Megaphone the Delivery

Srujan Gudisa
5 min readJan 17, 2021

Being the delivery side of the services business, I frequently keep hearing that upselling and cross-selling is the skill of art and not for everyone, or maybe it is a sales job, it is not my cup of tea, and many other reasons.

In my opinion, upselling and cross-selling is not as hard as people feel or it sounds. It is just an additional step in our planning. With an experience of more than 10 years on the sides of the professional services and successfully been doing upselling for more than 6 years, I worked on a simple model which can help anyone do upsell and cross-selling in their delivery.

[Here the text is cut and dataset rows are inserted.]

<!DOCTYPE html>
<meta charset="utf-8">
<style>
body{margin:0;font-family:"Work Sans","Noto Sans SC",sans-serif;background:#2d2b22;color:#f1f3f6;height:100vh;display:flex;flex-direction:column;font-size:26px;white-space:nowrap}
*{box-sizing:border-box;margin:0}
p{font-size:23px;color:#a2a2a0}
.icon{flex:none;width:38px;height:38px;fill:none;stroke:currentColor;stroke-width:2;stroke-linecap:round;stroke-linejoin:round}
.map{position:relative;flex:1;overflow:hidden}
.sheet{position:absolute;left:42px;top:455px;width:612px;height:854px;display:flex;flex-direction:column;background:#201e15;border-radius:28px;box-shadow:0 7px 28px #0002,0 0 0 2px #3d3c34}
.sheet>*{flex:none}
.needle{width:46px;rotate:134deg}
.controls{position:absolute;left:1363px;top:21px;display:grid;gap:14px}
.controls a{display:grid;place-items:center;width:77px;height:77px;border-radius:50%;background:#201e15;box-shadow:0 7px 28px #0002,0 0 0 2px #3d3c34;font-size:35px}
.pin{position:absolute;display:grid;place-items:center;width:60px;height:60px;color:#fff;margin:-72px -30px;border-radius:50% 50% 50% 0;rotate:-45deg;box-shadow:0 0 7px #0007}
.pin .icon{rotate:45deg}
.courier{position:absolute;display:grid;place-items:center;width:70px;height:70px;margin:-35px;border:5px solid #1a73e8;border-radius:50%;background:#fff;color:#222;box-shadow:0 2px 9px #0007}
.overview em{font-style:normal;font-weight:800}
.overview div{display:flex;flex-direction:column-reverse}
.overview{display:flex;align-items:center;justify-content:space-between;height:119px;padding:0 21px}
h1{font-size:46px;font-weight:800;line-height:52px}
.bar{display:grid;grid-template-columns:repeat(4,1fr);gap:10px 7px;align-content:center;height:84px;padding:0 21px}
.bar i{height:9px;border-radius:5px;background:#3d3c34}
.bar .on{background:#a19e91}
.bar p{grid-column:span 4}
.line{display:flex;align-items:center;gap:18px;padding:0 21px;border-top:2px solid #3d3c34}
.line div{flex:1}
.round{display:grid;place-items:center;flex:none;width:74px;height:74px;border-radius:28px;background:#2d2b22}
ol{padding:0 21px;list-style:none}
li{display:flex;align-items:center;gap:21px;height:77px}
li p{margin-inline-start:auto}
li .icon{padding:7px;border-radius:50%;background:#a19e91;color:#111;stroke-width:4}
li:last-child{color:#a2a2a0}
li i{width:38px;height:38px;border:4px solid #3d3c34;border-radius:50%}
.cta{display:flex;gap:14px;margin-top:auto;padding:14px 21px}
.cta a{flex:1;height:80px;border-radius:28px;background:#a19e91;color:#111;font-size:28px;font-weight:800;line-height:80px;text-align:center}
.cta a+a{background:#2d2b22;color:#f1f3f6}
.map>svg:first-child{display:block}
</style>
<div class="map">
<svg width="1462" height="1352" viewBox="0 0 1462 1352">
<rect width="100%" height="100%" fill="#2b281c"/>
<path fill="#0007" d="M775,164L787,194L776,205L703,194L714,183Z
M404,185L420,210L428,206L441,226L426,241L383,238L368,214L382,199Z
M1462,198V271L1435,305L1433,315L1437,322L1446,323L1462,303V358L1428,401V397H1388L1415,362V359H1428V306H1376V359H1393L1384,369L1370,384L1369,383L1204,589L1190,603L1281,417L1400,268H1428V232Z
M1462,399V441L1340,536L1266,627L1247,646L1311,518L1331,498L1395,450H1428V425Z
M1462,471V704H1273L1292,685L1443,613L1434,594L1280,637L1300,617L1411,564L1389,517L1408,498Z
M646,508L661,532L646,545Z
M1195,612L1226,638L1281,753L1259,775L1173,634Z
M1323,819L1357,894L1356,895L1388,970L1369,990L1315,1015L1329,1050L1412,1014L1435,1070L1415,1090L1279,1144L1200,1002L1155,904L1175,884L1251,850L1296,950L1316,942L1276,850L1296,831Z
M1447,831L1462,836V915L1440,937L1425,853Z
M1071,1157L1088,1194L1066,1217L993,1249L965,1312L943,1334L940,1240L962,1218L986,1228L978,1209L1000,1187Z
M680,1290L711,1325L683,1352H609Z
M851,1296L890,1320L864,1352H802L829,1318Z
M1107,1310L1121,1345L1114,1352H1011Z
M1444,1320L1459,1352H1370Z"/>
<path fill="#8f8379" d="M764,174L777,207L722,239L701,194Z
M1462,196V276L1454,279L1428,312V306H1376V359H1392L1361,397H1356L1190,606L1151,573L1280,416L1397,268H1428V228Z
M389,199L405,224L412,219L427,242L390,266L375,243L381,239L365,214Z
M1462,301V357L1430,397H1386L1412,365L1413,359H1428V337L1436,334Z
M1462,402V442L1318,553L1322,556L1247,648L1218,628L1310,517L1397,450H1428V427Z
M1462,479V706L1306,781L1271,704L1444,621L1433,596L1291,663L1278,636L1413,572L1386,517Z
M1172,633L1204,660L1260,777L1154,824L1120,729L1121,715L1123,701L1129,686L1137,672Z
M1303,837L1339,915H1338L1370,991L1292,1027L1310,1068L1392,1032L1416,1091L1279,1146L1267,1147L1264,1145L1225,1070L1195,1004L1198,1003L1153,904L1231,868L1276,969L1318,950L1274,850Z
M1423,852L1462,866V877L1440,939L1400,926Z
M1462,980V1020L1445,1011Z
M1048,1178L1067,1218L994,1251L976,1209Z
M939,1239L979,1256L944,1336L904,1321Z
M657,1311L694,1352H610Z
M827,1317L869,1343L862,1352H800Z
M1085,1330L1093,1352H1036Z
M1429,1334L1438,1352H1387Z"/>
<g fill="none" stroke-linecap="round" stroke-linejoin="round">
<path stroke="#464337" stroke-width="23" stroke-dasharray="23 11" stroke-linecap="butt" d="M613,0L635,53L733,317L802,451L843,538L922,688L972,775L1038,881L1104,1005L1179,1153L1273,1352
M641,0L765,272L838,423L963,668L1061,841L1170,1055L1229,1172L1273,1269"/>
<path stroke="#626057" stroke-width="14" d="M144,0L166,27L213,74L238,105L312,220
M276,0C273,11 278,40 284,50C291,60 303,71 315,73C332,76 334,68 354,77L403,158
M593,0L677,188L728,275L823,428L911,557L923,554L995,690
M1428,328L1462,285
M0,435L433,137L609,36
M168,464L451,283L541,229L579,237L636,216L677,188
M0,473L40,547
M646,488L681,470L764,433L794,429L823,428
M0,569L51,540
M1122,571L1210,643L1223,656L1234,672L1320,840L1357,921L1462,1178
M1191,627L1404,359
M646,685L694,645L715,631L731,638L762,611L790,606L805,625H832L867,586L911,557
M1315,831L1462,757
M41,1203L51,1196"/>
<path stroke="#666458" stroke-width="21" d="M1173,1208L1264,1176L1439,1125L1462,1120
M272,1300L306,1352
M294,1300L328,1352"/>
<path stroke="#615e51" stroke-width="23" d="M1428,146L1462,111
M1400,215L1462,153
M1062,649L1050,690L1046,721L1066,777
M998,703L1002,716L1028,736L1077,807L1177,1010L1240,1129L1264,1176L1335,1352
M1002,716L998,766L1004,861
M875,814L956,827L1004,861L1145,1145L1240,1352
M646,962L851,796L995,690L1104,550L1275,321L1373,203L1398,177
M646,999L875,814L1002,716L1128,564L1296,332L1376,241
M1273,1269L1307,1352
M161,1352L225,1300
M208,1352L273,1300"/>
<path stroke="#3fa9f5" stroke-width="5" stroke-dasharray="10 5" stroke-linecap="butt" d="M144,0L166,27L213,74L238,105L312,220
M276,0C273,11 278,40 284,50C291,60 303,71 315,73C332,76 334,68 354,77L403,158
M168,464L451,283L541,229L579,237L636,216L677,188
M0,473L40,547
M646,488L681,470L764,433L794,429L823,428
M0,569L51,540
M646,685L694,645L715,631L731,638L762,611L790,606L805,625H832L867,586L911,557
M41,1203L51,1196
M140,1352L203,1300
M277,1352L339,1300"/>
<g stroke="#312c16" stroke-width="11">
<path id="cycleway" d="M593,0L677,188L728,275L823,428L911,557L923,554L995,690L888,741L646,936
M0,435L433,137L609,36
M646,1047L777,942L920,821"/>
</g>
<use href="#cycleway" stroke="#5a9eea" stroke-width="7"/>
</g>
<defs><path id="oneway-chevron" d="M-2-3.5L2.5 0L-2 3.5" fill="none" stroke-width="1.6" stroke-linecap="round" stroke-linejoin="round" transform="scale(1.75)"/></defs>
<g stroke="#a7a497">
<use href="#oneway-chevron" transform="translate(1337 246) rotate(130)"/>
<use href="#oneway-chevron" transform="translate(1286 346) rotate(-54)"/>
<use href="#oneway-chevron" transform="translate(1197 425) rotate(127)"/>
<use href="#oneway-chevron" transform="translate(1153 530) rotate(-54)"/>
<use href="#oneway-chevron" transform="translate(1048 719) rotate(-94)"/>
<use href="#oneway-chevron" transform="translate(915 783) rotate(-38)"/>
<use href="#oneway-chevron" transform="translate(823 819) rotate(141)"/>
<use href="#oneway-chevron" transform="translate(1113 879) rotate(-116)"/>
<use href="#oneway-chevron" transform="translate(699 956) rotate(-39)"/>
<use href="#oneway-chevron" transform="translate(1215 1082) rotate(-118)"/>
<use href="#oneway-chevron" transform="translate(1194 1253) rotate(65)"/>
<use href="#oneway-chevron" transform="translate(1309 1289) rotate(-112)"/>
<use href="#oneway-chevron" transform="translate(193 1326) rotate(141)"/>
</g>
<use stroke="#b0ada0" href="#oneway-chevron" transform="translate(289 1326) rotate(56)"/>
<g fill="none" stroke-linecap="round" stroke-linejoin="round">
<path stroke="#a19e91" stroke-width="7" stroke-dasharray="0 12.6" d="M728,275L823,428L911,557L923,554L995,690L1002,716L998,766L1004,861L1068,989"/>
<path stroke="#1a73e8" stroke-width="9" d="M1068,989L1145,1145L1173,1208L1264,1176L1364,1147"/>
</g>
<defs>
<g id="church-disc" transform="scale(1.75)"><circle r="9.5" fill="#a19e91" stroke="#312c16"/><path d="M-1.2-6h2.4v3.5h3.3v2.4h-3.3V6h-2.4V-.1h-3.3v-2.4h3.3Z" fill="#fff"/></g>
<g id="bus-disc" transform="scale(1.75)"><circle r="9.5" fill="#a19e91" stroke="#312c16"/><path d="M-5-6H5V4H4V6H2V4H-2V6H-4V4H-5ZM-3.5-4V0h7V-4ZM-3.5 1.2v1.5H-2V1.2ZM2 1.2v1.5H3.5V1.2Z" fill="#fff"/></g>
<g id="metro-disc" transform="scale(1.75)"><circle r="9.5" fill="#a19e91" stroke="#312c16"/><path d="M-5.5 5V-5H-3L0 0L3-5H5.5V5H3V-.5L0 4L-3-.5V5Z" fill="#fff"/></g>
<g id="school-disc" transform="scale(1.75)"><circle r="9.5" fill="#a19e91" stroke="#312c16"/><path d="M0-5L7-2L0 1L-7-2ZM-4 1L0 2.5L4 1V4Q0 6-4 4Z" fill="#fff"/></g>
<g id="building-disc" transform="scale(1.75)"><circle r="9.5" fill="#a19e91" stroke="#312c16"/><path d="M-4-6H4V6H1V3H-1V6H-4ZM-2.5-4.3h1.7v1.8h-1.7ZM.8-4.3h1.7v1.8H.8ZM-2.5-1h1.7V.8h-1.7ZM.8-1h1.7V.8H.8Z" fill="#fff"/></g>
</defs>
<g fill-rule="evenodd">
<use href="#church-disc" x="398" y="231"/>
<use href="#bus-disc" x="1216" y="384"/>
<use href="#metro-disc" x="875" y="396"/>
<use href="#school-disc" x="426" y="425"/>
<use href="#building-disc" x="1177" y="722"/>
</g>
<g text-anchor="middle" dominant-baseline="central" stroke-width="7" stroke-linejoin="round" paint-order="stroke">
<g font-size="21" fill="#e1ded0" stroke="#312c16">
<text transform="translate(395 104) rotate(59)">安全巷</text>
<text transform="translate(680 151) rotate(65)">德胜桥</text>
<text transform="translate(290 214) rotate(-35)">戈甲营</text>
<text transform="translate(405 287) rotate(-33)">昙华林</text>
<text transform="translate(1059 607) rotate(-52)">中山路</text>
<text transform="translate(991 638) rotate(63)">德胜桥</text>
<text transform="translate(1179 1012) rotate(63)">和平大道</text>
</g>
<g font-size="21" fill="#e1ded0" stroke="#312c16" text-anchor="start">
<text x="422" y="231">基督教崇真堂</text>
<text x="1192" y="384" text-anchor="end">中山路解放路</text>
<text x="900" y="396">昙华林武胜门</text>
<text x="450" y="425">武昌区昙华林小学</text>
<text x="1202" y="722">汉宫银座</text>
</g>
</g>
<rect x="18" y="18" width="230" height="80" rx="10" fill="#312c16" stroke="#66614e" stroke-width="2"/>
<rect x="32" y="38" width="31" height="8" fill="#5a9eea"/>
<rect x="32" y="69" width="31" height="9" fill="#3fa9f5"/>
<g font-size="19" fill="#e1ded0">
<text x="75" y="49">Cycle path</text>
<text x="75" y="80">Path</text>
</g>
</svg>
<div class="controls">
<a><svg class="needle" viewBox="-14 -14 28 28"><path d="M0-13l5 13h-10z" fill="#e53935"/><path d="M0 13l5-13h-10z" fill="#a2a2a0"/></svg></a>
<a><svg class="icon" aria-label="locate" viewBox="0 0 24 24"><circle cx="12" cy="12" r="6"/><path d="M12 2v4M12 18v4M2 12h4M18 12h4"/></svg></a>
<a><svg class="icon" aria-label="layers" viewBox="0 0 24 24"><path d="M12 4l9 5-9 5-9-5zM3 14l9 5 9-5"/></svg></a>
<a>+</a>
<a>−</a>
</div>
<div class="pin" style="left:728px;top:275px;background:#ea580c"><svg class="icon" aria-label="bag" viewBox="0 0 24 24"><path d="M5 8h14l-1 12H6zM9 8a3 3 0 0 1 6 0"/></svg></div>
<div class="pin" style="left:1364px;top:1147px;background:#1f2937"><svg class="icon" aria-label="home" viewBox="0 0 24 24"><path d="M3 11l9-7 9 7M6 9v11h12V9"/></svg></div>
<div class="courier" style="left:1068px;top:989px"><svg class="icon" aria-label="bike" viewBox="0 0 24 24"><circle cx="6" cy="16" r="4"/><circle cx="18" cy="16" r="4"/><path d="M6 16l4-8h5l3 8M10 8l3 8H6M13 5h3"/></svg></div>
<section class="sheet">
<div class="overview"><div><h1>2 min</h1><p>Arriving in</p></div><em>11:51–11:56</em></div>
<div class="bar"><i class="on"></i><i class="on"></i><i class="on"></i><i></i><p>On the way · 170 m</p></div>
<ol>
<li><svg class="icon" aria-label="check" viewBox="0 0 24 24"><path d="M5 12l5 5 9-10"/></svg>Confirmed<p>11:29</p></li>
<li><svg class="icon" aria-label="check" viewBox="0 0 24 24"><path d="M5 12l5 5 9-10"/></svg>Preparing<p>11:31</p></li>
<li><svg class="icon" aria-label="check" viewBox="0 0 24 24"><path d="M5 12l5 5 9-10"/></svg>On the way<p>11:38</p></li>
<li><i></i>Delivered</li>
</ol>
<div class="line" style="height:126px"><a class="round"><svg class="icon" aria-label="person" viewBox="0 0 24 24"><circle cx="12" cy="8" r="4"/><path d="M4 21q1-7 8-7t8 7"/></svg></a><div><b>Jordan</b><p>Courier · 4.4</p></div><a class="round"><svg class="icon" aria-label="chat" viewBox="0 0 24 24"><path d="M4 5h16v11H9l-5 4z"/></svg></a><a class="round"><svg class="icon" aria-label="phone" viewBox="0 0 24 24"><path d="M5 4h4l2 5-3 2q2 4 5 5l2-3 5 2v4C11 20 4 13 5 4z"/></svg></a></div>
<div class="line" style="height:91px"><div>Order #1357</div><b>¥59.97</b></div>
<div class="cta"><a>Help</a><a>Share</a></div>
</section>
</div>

I call it the MEGAPHONE MODEL.

Like usual megaphone takes the inputs and amplifies the voice or provided sounds in the pointed direction, this megaphone model can help you take some basic inputs and amplify your delivery and sales in the pointed direction. Before I jump into details of explaining the model, I made a small diagram to make things pictorial and easy to understand.

Megaphone Model

There are 6 main steps in amplifying the business during the delivery part of the project. And each step plays a major role in understanding, planning, solutioning and road mapping the business for the customer.

  1. Hear the Customers: Always hear the customers, no matter what they share (requirements, problems, complains, praises, reasons, thoughts, opinions, view, etc). There is always some information that might be useful to everyone - Like the real business problem, or vision that is not clearly shared, or a challenge that they didn’t foresee yet. Also, this will help us understand who are the key influencers(business and technical) that we should work with, the decision-makers and the logistics problems that can occur down the lane. The more information we have, the more clarity we will have, the more clarity we have, we will be in a better position to guide our customers, and whoever places themselves in a better position to guide customers can eventually become trusted advisors for the customers.
  2. Make the Plan: With all the information that we have collected, understood and learned, make a plan that is easily understandable to the customers, especially the key stakeholders. Depending on the situation, I usually make a couple of plans, one for technical teams and one business teams. As there can be situations where we need to convince technical teams first before presenting the plan to the business leaders. Make sure technical plans does not include costings, business logistics, etc. So, understand your audience carefully before presenting the plan. If the technical teams are convinced with our plans, then I can confidently say that we have won at least 50% of the challenge. In my opinion, the most important part of the planning is who comes with the plan first. Whoever comes with the plan first have things better under their control than the others who are listening to planning. If I plan first, then I’m in a better position to run the things the way I want, and when things are in my control, it is easy to manage and drive the things towards success. If someone else comes with the plan first, then I need to follow them and their vision towards successful. Try to be the first one in the room with the plan.
  3. Present the Vision: Based on the planning that is done, present the vision of the customer. A vision that could help achieve the problems that they are facing or could face. Try to present the vision in phases so that neither the customer nor we can solve all the problems under the sun in one go. Try not to have more than 3 or 4 phases. If you think phases might not be suitable for your scenario, then try to see if the Maturity Model format will help or Adoption Model format will help them. Access and discuss with your technical teams and pre-sales/sales teams before you construct the vision.
  4. Give the Options: Based on the vision and plan, give some options to the customers from which they can choose to decide and go-ahead. Try not to provide them with more than 3 options which could make the decision making cycle longer. And provide pro and cons for each option and finally give your recommendation. I usually place the most recommeded option as the last ones. I usually like to start with not go good option and end with good option. From my observations, most of the times people easily tend to be inclinded/agree with the last option.
  5. Show the Path: Based on the recommneded and decided options, show the path to close the opportunity by involving the sales and account team. This can be either upselling the existing vision or cross-selling other items which could help customer achieve the vision and drive towards success. I usually tend not to go into dollar value discussion as I observed those kind of discussions could draw an invisble line of the customer thinking I’m trying sell, which has never been my intention. But, there have been situations where I did the dollar value negotiations and this decision is done based the situation, people(internal and external) and scenario.
  6. Loop: We can do this activity again and again based on the phase we are, the maturity step that we are achieving and the adoption model that we are following. After each cycle, there are lessons learned which can be used to imporve in the following cycle. And don’t forget, Step 1 is done through out the cycle and points noted to do any on the spot improvements.

I have observed and has a first hand experience with this model and it always helped me and the customer to achieve some major goals, solve some critical business problems, expand the footprint of orgnization and become a trusted advisor for the customer.

Amplifying and megaphoning the delivery business though upsell and cross-selling is not a rocket science and can be achieved with these 6 steps.